Understanding Distributed database/system using Cassandra
When I first came across the term distributed systems or database, the very reaction that came to my mind was that there are more than one computer where the data will be stored in order to make sure that even if one computer goes down, my data will be present and my application will keep running.
But before that there comes few questions.
- How does my one application connect to multiple computers at once?
- How does my application know that if one system is down another one could be used?
- How does the data will be synced across those computers or will be consistent?
- How does the data which I am gonna update will reach all the computers at once?
- Do I really need to copy all of my data in all the computers?
And so on….
If the answer to any one of these questions seems ambiguous to you, then bear with me for some time. My attempt in this article will be to clear all such questions for you.
This is what you get when you google what a distributed system?
A distributed system is a system with multiple machines that communicate and coordinate actions in order to appear as a single coherent system to the end-user.
There are multiple benefits of using such systems such as, Reliability, Horizontal Scaling, Performance and more.
Let’s see how all this works using cassandra. If you have ever used MongoDB or MySQL, cassandra is similar to those. It’s a database engine which is distributed by nature. It has its own Query language very much similar to SQL.

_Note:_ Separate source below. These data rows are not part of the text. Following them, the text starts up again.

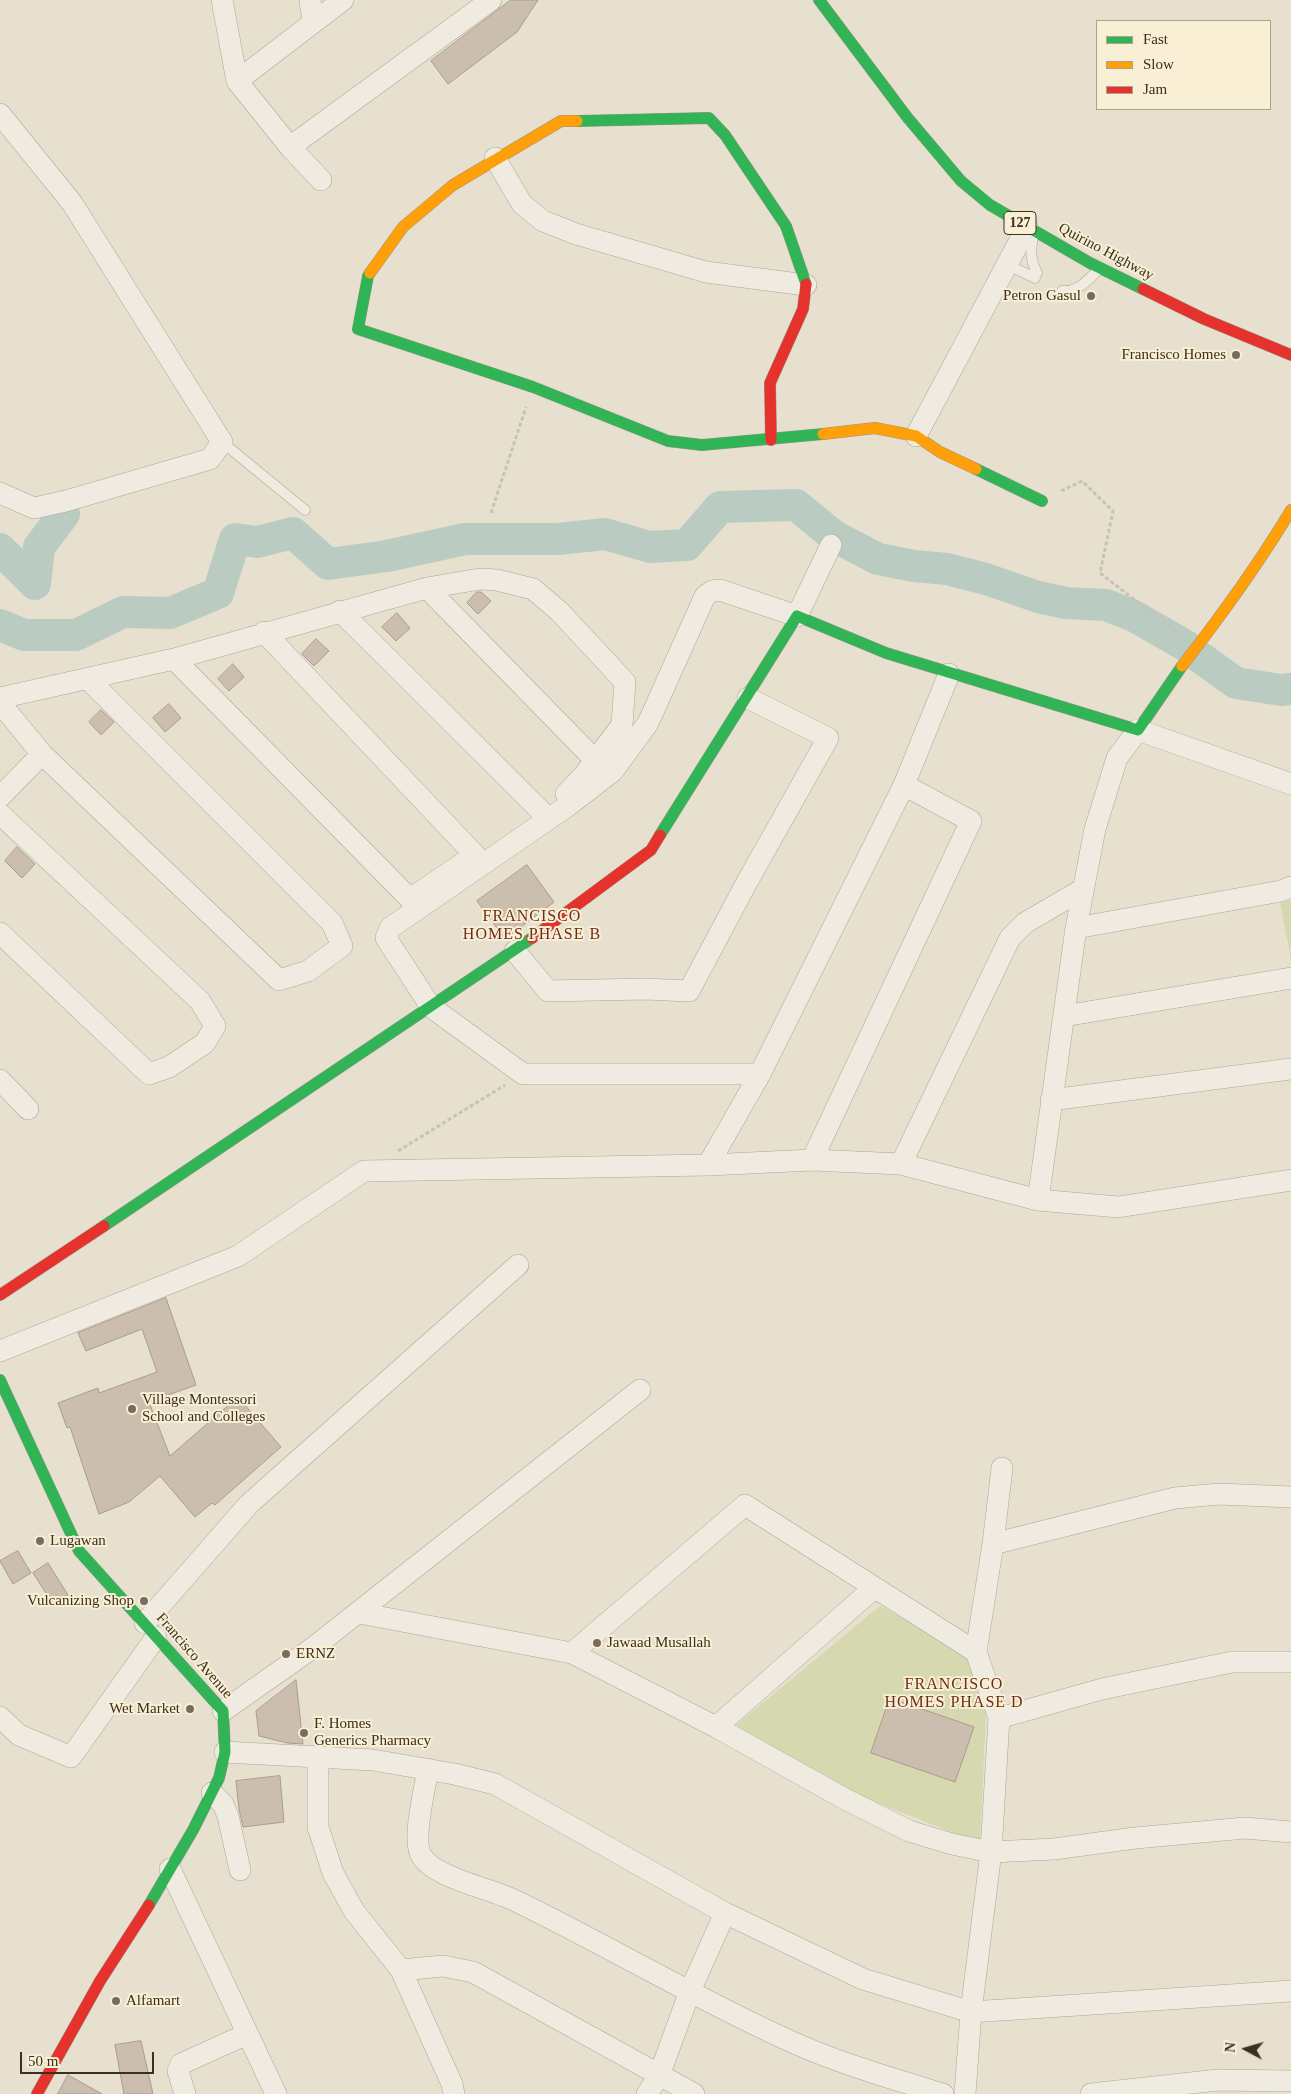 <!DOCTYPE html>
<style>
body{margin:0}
#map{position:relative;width:1291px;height:2094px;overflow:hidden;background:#e7e0cf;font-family:"Times New Roman",serif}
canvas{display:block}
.legend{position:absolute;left:1096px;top:20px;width:175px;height:90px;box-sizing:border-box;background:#f8efd5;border:1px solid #ada28c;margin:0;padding:6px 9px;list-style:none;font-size:15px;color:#3d2e1e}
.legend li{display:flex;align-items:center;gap:10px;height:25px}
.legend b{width:25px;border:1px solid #ada28c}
.north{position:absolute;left:1221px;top:2024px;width:50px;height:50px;-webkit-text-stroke:4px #f8efd5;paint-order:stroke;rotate:276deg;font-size:14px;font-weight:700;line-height:20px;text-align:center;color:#3d2e1e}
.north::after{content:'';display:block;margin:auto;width:18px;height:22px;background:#3d2e1e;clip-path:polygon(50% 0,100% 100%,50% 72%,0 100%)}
.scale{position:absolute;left:20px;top:2052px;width:134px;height:22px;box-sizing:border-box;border:2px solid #3d2e1e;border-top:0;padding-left:6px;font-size:15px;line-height:18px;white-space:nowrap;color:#3d2e1e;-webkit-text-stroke:4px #f8efd5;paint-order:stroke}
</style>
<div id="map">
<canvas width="1291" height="2094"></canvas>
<ul class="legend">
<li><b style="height:6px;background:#30b455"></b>Fast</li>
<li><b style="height:6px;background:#ff9f0a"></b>Slow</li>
<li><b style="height:6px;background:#e5322d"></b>Jam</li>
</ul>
<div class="north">N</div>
<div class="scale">50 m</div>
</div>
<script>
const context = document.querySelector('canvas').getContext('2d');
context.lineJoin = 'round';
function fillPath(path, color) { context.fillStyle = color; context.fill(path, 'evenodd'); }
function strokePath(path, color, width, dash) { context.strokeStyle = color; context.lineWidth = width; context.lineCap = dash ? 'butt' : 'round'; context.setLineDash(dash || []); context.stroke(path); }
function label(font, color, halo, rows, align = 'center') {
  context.font = font + ' "Times New Roman",serif'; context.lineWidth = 4; context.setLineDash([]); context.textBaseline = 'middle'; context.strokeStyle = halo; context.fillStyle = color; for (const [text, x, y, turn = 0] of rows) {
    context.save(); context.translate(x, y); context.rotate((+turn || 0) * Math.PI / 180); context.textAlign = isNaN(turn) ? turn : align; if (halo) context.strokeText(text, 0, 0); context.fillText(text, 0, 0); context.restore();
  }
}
fillPath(new Path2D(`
 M1291,900V959L1280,903Z
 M880,1606L974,1659L986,1711L980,1843L849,1792L736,1725Z`), '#d6d8b0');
strokePath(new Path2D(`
 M0,549L35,584L39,547L64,514
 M0,625L24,635H76L123,612L170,613L218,593L235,539L257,542L293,533L328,564L387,556L465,539H558L605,534L650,547L687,545L720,507L796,505L834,536L878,559L914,566L947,569L986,579L1038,597L1066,603L1106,605L1134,616L1186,646
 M1201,658L1236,683L1281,690L1291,689`), '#baccc2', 32);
const building = new Path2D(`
 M511,0H538L517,32L448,84L431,61Z
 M477,592H481L491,601L478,614L467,603Z
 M397,613L410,628L396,641L382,627Z
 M316,639L329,651L314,666L302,654Z
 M233,664L244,677L229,691L218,679Z
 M169,704L181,718L165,732L153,718Z
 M101,710L114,722L101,735L89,722Z
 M17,847L35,864L22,878L5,861Z
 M527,865L554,902L505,939L477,901Z
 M166,1298L196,1385L149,1402L170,1456L238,1397L281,1447L215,1505L212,1503L195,1517L160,1476L129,1502L99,1514L70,1427L67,1428L58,1403L98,1388L99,1393L157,1372L142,1329L86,1351L78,1333Z
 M18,1551L31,1573L13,1584L0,1561Z
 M48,1563L68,1595L53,1604L33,1573Z
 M296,1680L303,1744L287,1743L259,1736L256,1711Z
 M890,1698L974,1727L955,1782L871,1753Z
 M280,1776L284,1822L243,1827L239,1809L236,1781Z
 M141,2041L153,2094H124L115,2045Z
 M68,2075L102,2094H58Z`);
fillPath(building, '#ccbeaf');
strokePath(building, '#a89c8e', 1);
const lane = new Path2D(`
 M1034,233C1030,249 1030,259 1037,273
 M1008,265L1035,278
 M1062,291C1078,292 1087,281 1098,270
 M222,442L305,510`);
const street = new Path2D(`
 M222,0L237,81L290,147L321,180
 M310,0L313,22
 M237,81L343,0
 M0,114L72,203L222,442L210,459L66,501L34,508L0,493
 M290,147L491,0
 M495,158L522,204L543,221L576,234L706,272L806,285
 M916,436L1027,227
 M427,588L595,760
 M340,611L541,811
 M174,659L410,899L475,855L264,632
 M0,698L174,659L427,588L480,579L497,580L533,589L559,611L625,682L622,725L584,775L566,794
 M0,703L42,754L279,980L308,971L342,946L332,923L88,679
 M0,797L42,754
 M0,814L200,1001L215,1026L205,1043L169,1067L149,1074L0,933
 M1076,928L1281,891L1291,887
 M515,951L548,991L646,989L689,991L747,882L828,738L748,698
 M1064,1016L1291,978
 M760,1074H523L431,1007L386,938L390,928L569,805L613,771L648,723L705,596L712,591L720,590L797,616L831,545
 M0,1080L28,1109
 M1051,1100L1291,1069
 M812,1160L971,821L904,785
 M901,1164L1010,938L1025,923L1083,889
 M708,1165L760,1074L904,785L949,674
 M1038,1200L1076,928L1095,829L1117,758L1138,730L1291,784
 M0,1351L238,1256L364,1171L708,1165L812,1160L901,1164L1038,1200L1118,1207L1291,1180
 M993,1544L1175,1498L1219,1494L1291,1497
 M359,1613L572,1653L716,1727L845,1799L909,1831L952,1844L991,1852L1054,1849L1135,1838L1245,1828L1291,1832
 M145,1623L249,1504L518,1265
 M572,1653L745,1505L976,1652
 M223,1711L314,1647L640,1390
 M0,1717L19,1735L71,1757L156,1637
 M999,1718L1102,1689L1232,1662H1291
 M716,1727L874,1588
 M225,1752L373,1760L454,1774L495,1784L725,1913L863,1979L971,2012L1291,1991
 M318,1756V1827L333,1873L354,1911L401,1970L452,2084L454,2094
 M428,1769C425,1788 412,1839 421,1855C433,1878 493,1889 516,1901C604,1944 689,1994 779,2036C831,2061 887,2077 943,2094
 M212,1793L223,1804L228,1816L240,1870
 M170,1869L276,2094
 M401,1970L443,1966L473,1972L694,2094
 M185,2094L178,2071L181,2064L247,2034
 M647,2094L659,2076L690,1991L725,1913
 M965,2094L971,2012L991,1852L999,1718L976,1652L993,1544L1002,1468
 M1091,2094L1218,2080L1291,2081`);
const fast = new Path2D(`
 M819,0L907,117L961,181L990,205L1090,263L1143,289
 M577,121L709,118L725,135L786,226L806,284
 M370,273L368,276L358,329L533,387L668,441L702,445L823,434
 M976,469L1042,501
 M660,835L797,616L886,653L1138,730L1182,666
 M104,1226L532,938
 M0,1380L79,1551L223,1711L225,1752L219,1778L193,1830L149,1905`);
const slow = new Path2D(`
 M370,273L403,227L453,185L561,121H577
 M823,434L875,428L916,436L940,452L976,469
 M1182,666C1221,616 1258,565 1291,510`);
const jam = new Path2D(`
 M1143,289L1204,319L1291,355
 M771,440L770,383L803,309L806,284
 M532,938L651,850L660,835
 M0,1295L104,1226
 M37,2094L100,1981L149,1905`);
strokePath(lane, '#ada597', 11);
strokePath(street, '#ada597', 22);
strokePath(fast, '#9c9488', 12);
strokePath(slow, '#9c9488', 12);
strokePath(jam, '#9c9488', 12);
strokePath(new Path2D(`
 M1061,491L1082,481L1113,511L1100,573L1180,635
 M491,513L526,407
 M398,1151L505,1085`), '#c8c1b7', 3, [4, 2.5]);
strokePath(lane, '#efebe1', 10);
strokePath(street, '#efebe1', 21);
strokePath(fast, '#30b455', 11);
strokePath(slow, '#ff9f0a', 11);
strokePath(jam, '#e5322d', 11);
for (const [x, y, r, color] of [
 [1091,296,5,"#786c5c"],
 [1236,355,5,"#786c5c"],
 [132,1409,5,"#786c5c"],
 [40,1541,5,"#786c5c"],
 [144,1601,5,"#786c5c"],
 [597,1643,5,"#786c5c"],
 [286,1654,5,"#786c5c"],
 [190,1709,5,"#786c5c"],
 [304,1733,5,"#786c5c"],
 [116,2001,5,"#786c5c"]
]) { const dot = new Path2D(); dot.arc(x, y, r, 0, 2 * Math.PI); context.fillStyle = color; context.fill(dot); strokePath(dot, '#f8efd5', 2); }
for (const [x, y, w] of [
 [1020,223,32]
]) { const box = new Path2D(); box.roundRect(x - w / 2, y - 11.5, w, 23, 4); context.fillStyle = '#f8efd5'; context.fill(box); strokePath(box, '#3d2e1e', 1); }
label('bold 14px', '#3d2e1e', null, [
 ["127",1020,223]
]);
label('15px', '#3d2e1e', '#f8efd5', [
 ["Quirino Highway",1106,252,28],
 ["Francisco Avenue",194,1656,49]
]);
label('15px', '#3d2e1e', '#f8efd5', [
 ["Petron Gasul",1081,296,"right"],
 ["Francisco Homes",1226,355,"right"],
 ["Village Montessori",142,1400],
 ["School and Colleges",142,1417],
 ["Lugawan",50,1541],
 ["Vulcanizing Shop",134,1601,"right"],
 ["Jawaad Musallah",607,1643],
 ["ERNZ",296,1654],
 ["Wet Market",180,1709,"right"],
 ["F. Homes",314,1724],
 ["Generics Pharmacy",314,1741],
 ["Alfamart",126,2001]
], 'left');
context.letterSpacing = '1px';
label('16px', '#6d2d1a', '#f8efd5', [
 ["FRANCISCO",532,917],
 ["HOMES PHASE B",532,935],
 ["FRANCISCO",954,1685],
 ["HOMES PHASE D",954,1703]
]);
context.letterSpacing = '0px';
</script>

So, if you have a website say facebook.com, it needs a database with proper availability, consistency and performance. We can’t use a single mysql server and expect our feeds to load seamlessly in India when that mysql DB is sitting in the USA.
So, in such cases we will use something like cassandra where few nodes(computers) will be sitting in India and others in the USA or UK.
But how will this work?
Our application, let’s say nodejs server or spring boot server will connect to cassandra database.
The programmer will say to cassandra(configure) that I have 5 data centers and in each data centers, I have 10 nodes(computers).
All these configurations occurs at 2 places. Either at the seed node(main node) of the cassandra which keeps information about other nodes or in our server side code while creating the connection with the Database.
How to setup cassandra to use 5 data centers and in that multiple nodes is a whole new story of creating a multi cluster environment or we can use services provided by cloud services like AWS.
Suppose you go to facebook.com and upload your latest pic with a caption. Once you click on the upload button, the data will come to your server and it will send that data to cassandra.
Now, Cassandra will check the configurations and will observe that you want it to store this across all data centers and in at least 3 nodes. (because we need to replicate data to ensure availability).
Suppose there are 5 nodes in a data center, Imagine those nodes(computers) in a circle equally separated. Cassandra assigns a range of numbers to each node in a cluster. And once data comes, it calculates the hash of that data and gets a value and then it checks in which node range this value belongs. It then stores that data in the respective node and also copies that data in say 3(Replication factor which we set) more nodes in clockwise direction. This ensures that the system is Reliable (facebook.com will work even if one node goes down) and also we can scale our system horizontally (by adding more nodes).
How does Cassandra ensure consistency?
Again, we as a programmer configure in the database engine that we need a consistency level(any, quorum).
So whenever we wish to get the data from cassandra, it will fetch the same data from each of the replicated nodes and return the data according to the configuration, for instance latest data (timestamp) if at all there is any inconsistency.
If you are still confused about how reading and writing takes place in Cassandra, read on.
In Cassandra, we make tables but there is a slight difference than that of relational tables. Suppose we have an employee table like this.
In cassandra, while creating this table we specify 2 things:
1. Partition Key which is responsible for data distribution across your nodes.
2. Clustering Key which is responsible for data *SORTING* within the partition (on node)
Both these keys are part of table only i.e. one of its column.
So, if in this table we set “subject” as partition key and we have 2 nodes then,
Teacher-1 and Teacher-3 will be stored in node1 (since both belongs to “Database” partition key) and
Teacher-2 and Teacher-4 will be stored in node2.
And these data will be sorted by clustering key(here id).
Now, whenever a write operation will come, cassandra can easily decide in which node it has to store the data, it will see the value of its partition key, and then calculate the hash and hence will figure out the node information.
Also, while reading we need to provide these keys in order to let cassandra calculate the node information.
So, this was the case in which we understood how a distributed database works, but now-a-days every system is deployed in a distributed manner. You can read more on how distributed caching works and how servers are deployed in a distributed manner and serves requests or balances the load between those servers using load balancers.
I hope this answers all the questions which I mentioned above.
I am very new to this, your suggestions and doubts are welcome.